Cc: Daniel Xu <dxu@...uu.xyz>
Link: https://lore.kernel.org/bpf/merfatcdvwpx2lj4j2pahhwp4vihstpidws3jwljwazhh76xkd@t5vsh4gvk4mh [0]
Signed-off-by: Lorenzo Bianconi <lorenzo@...nel.org>
Co-developed-by: Alexander Lobakin <aleksander.lobakin@...el.com>
Signed-off-by: Alexander Lobakin <aleksander.lobakin@...el.com>
---
kernel/bpf/cpumap.c | 167 ++++++++++++++++++++------------------------
1 file changed, 76 insertions(+), 91 deletions(-)
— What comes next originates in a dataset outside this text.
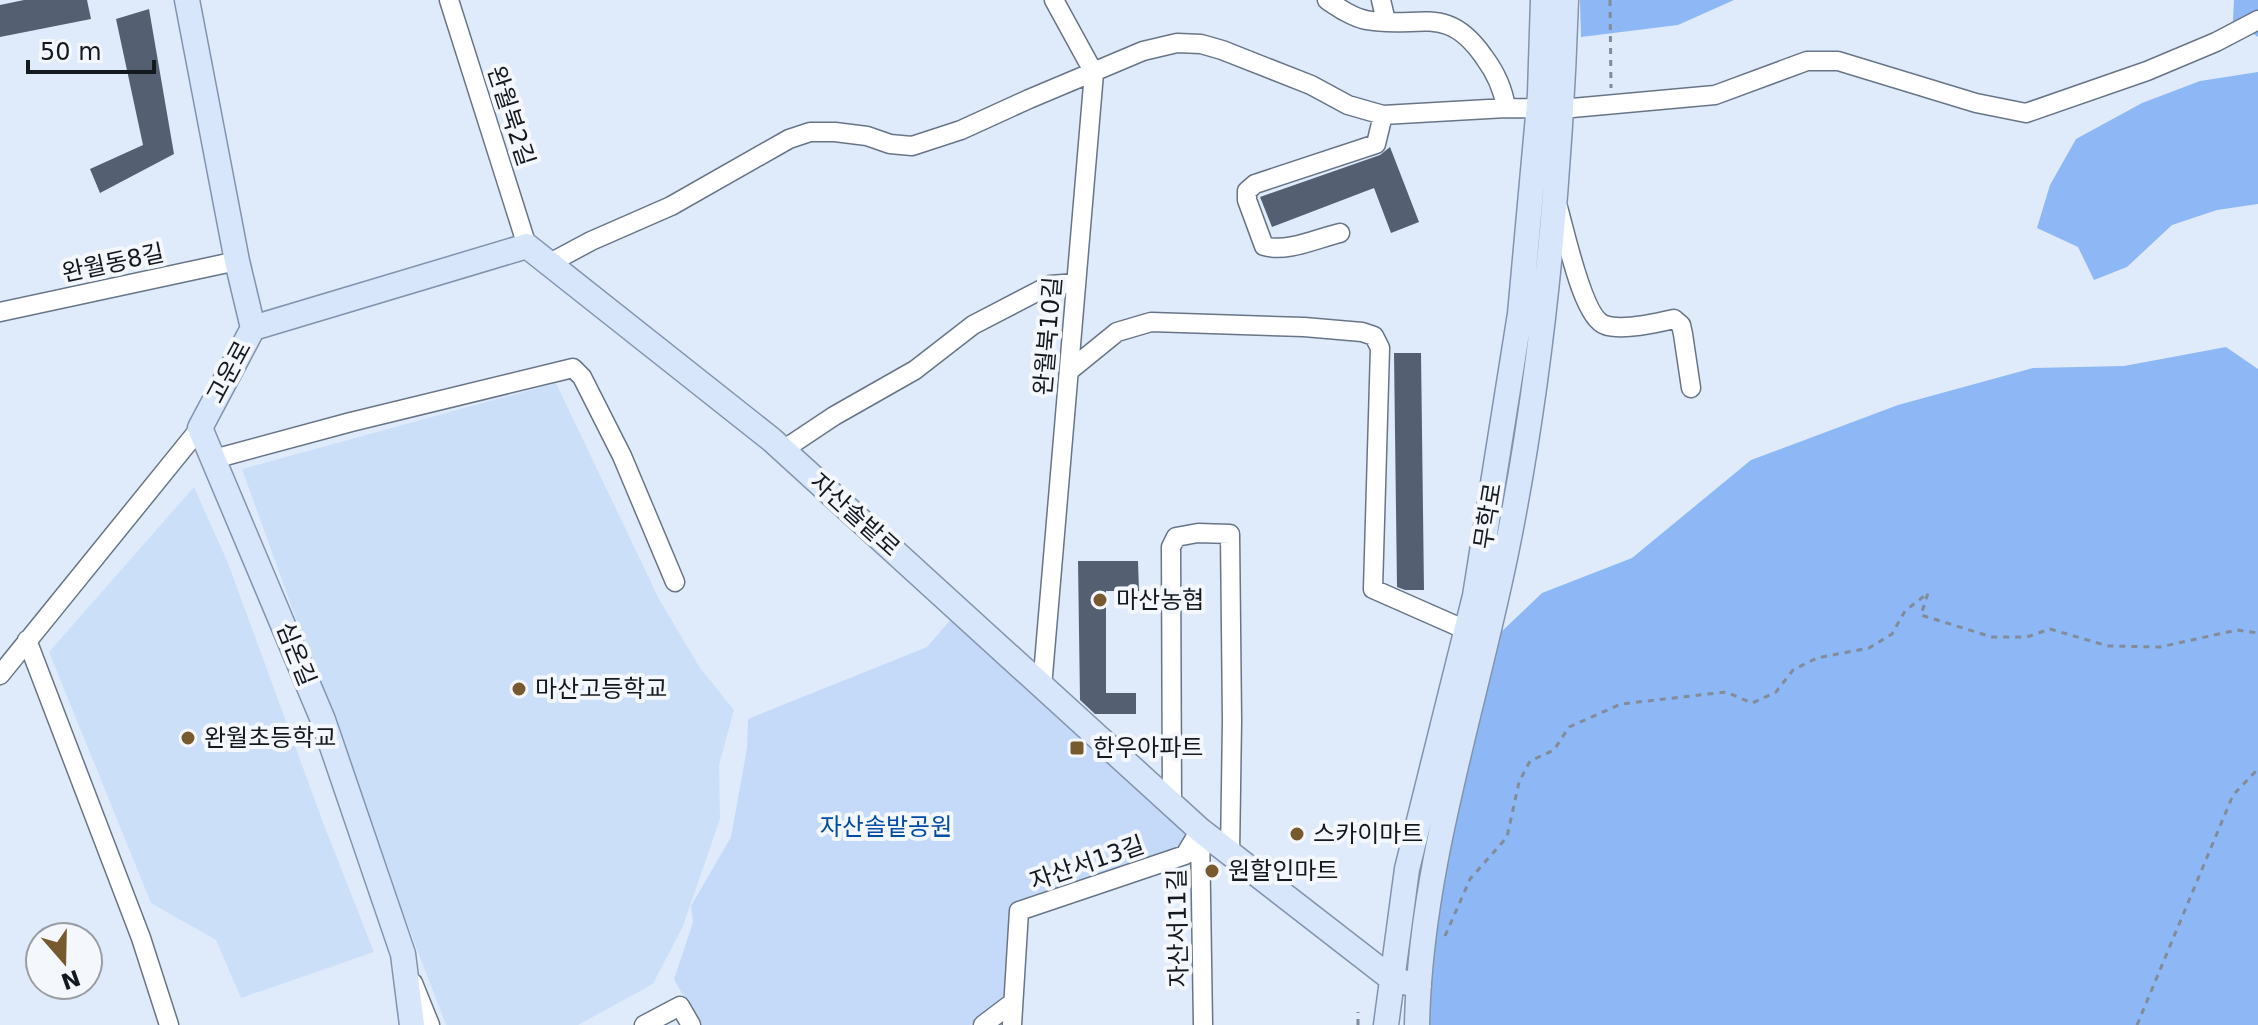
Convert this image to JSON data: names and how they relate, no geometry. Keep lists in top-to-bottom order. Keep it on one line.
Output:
{"streets":{"main road":["고운로","자산솔밭로","무학로","심온길"],"street":["완월북2길","완월동8길","완월북10길","자산서13길","자산서11길"]},"crossings":[["완월북2길","자산솔밭로"],["완월동8길","고운로"],["완월북10길","자산솔밭로"],["고운로","심온길"],["자산솔밭로","무학로"],["자산솔밭로","자산서13길"],["자산솔밭로","자산서11길"],["자산서13길","자산서11길"]],"parks":["자산솔밭공원"],"places":{"other":["마산농협","마산고등학교","완월초등학교","스카이마트","원할인마트"],"transit":["한우아파트"]},"scale_bar":"50 m","north":"bottom"}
diff --git a/kernel/bpf/cpumap.c b/kernel/bpf/cpumap.c
index fbdf5a1aabfe..d1cfa4111727 100644
--- a/kernel/bpf/cpumap.c
+++ b/kernel/bpf/cpumap.c
@@ -28,14 +28,10 @@
#include <linux/sched.h>
#include <linux/workqueue.h>
-#include <linux/kthread.h>
#include <linux/completion.h>
#include <trace/events/xdp.h>
#include <linux/btf_ids.h>
-#include <linux/netdevice.h> /* netif_receive_skb_list */
-#include <linux/etherdevice.h> /* eth_type_trans */
-
/* General idea: XDP packets getting XDP redirected to another CPU,
* will maximum be stored/queued for one driver ->poll() call. It is
* guaranteed that queueing the frame and the flush operation happen on
@@ -56,20 +52,22 @@ struct xdp_bulk_queue {
/* Struct for every remote "destination" CPU in map */
struct bpf_cpu_map_entry {
- u32 cpu; /* kthread CPU and map index */
+ u32 cpu; /* NAPI thread CPU and map index */
int map_id; /* Back reference to map */
/* XDP can run multiple RX-ring queues, need __percpu enqueue store */
struct xdp_bulk_queue __percpu *bulkq;
- /* Queue with potential multi-producers, and single-consumer kthread */
+ /*
+ * Queue with potential multi-producers and single-consumer
+ * NAPI thread
+ */
struct ptr_ring *queue;
- struct task_struct *kthread;
struct bpf_cpumap_val value;
struct bpf_prog *prog;
+ struct napi_struct napi;
- struct completion kthread_running;
struct rcu_work free_work;
};
@@ -77,12 +75,15 @@ struct bpf_cpu_map {
struct bpf_map map;
/* Below members specific for map type */
struct bpf_cpu_map_entry __rcu **cpu_map;
+ /* Dummy netdev to run threaded NAPI */
+ struct net_device *napi_dev;
};
static struct bpf_map *cpu_map_alloc(union bpf_attr *attr)
{
u32 value_size = attr->value_size;
struct bpf_cpu_map *cmap;
+ struct net_device *dev;
/* check sanity of attributes */
if (attr->max_entries == 0 || attr->key_size != 4 ||
@@ -105,19 +106,34 @@ static struct bpf_map *cpu_map_alloc(union bpf_attr *attr)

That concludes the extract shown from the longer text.